タイ気象局が5月12日朝、全国45県に大雨警報を発令した。南部では東風(ลมฝ่ายตะวันออก)の強まりでタイ湾岸と南部全域に強い〜非常に強い雨が予想され、丘陵地・渓流近く・低地での鉄砲水・山津波への警戒を呼びかけている。タイ上部(北部・中部・東部)も「昼間は暑さ、雷雨・突風・局地的大雨」の不安定な天候で、北部・東部での大雨が予報された。タイ湾の海上は通常1m波高、雷雨域は2m超で漁船は航行注意。

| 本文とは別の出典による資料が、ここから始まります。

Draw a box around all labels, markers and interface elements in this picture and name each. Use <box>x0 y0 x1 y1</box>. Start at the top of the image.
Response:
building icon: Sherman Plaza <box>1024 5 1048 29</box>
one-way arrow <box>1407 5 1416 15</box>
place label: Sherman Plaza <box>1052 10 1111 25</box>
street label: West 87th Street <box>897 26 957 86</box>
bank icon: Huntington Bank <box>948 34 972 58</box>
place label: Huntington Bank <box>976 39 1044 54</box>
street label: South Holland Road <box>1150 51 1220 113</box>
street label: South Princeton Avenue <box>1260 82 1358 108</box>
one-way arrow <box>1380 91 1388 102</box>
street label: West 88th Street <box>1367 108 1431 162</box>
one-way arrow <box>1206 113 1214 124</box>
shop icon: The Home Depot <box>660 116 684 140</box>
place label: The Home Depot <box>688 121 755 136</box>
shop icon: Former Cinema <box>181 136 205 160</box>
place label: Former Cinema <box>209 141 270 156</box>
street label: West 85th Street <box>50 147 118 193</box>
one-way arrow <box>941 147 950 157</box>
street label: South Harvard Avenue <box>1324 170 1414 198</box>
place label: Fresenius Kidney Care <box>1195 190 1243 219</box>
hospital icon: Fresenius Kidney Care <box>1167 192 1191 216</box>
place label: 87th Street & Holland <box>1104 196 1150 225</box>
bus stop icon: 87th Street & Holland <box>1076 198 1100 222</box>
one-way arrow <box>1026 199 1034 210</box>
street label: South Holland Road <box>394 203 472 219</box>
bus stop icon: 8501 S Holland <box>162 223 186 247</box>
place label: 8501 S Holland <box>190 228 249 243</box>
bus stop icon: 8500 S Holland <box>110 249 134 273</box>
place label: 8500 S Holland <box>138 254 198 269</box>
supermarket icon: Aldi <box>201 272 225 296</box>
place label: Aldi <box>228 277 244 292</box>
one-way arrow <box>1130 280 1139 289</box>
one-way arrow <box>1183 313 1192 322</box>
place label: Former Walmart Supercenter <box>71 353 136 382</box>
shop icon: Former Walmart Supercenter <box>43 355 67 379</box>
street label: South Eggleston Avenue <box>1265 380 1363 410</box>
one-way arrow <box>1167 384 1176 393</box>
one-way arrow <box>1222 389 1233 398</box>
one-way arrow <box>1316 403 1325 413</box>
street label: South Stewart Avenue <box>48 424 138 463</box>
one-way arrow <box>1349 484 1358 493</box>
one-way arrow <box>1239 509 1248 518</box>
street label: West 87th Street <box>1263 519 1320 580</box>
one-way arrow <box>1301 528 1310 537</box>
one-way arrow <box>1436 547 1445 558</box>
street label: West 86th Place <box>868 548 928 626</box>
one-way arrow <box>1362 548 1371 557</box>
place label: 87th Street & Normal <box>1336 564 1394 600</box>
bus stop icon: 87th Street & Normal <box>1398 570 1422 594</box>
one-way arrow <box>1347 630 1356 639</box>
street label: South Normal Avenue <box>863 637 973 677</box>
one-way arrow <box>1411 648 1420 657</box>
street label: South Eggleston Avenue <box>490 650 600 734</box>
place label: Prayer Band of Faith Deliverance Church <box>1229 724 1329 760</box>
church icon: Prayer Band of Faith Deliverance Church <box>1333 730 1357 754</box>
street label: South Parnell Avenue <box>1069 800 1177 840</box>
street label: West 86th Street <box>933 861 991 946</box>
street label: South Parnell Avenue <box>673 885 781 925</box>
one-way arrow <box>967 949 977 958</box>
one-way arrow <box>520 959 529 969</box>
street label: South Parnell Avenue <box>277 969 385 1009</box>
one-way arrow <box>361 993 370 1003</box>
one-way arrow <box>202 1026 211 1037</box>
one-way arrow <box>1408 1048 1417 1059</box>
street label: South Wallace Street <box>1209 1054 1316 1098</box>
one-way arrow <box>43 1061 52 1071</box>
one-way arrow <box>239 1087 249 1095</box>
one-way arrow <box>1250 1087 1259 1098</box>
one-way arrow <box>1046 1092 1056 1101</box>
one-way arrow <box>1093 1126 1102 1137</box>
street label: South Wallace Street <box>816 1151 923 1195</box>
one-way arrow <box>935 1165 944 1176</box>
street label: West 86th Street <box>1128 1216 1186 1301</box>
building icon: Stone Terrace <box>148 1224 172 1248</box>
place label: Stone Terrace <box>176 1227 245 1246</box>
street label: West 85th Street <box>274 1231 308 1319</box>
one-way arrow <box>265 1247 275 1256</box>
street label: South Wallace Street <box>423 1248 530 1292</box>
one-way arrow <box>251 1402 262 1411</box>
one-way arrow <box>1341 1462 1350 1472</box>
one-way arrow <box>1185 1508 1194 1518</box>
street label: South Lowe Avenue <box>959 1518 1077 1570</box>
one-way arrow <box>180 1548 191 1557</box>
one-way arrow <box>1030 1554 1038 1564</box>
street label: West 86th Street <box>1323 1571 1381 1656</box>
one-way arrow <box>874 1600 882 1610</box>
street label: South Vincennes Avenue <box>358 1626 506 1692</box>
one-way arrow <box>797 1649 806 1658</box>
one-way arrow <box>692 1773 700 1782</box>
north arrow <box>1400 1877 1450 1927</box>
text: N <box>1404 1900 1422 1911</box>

バンコク首都圏も大雨対象、農家は果樹補強と農産物・家畜の保護対策が必要となる。
タイ気象局(กรมอุตุนิยมวิทยา)の5月12日朝6時~13日朝6時の24時間予報を地域別に整理すると次の通り。
| 地域 | 天候 | 雨確率 | 注意点 |
|---|
| 北部 | 昼間暑い+雷雨・突風 | 60% | 局地的大雨、東部と並ぶ |
| 東北部 | 雷雨 | 中 | 鉄砲水警戒 |
| 中部 | 雷雨 | 中 | 突風 |
| 東部 | 大雨 | 高 | チョンブリ・ラヨーン・チャンタブリ警戒 |
| 南部・タイ湾岸 | 強雨〜非常に強い雨 | 高 | 漁業注意 |
| 南部・アンダマン | 強雨 | 高 | 観光地警戒 |
| バンコク首都圏 | 雷雨 | 中-高 | 通勤注意 |
南部の雨が強まる主因は、(A)東風(ตะวันออก)がタイ湾と南部全域を覆って強さを増していること、(B)海洋からの湿気供給が継続、(C)局所的に積乱雲が発達しやすい大気状態、にある。タイ湾沿岸では1m波高が標準だが、雷雨域では2m超となるため、(i)プーケット・サムイ・パンガンへの観光客の漁船利用、(ii)地元漁師の沿岸操業、(iii)クルーズ船の南部寄港、にすべて影響する。
タイ上部(北部・中部・東部)の天候は「不安定型」だ。日中は暑く感じるが、(A)タイ湾と南シナ海からの湿気が南風・南東風で流入、(B)大気が不安定化、(C)局地的に積乱雲発達、(D)雷雨と突風、というパターン。北部の雨確率60%は4月以来の高水準で、(i)チェンマイ・チェンライの観光、(ii)コラート・ロイエットの農業、(iii)東部チョンブリ・ラヨーンの工業地帯、すべてに影響する。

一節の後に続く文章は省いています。